▶ _Data segment_:
+ + + + +
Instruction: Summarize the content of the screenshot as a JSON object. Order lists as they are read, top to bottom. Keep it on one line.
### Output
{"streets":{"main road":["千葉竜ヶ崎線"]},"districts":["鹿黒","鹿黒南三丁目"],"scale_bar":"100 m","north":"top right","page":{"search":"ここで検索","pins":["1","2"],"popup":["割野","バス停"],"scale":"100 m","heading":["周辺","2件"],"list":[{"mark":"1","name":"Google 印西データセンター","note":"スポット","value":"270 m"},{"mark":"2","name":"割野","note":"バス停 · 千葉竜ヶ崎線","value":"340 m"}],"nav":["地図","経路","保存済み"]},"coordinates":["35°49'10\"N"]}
+ + + + +
Print out the listing in full, exactly as it appears.

Instruction: Summarize the content of the screenshot as a JSON object. Order lists as they are read, top to bottom. Keep it on one line.
### Output
{"streets":{"main road":["千葉竜ヶ崎線"]},"districts":["鹿黒","鹿黒南三丁目"],"scale_bar":"100 m","north":"top right","page":{"search":"ここで検索","pins":["1","2"],"popup":["割野","バス停"],"scale":"100 m","heading":["周辺","2件"],"list":[{"mark":"1","name":"Google 印西データセンター","note":"スポット","value":"270 m"},{"mark":"2","name":"割野","note":"バス停 · 千葉竜ヶ崎線","value":"340 m"}],"nav":["地図","経路","保存済み"]},"coordinates":["35°49'10\"N"]}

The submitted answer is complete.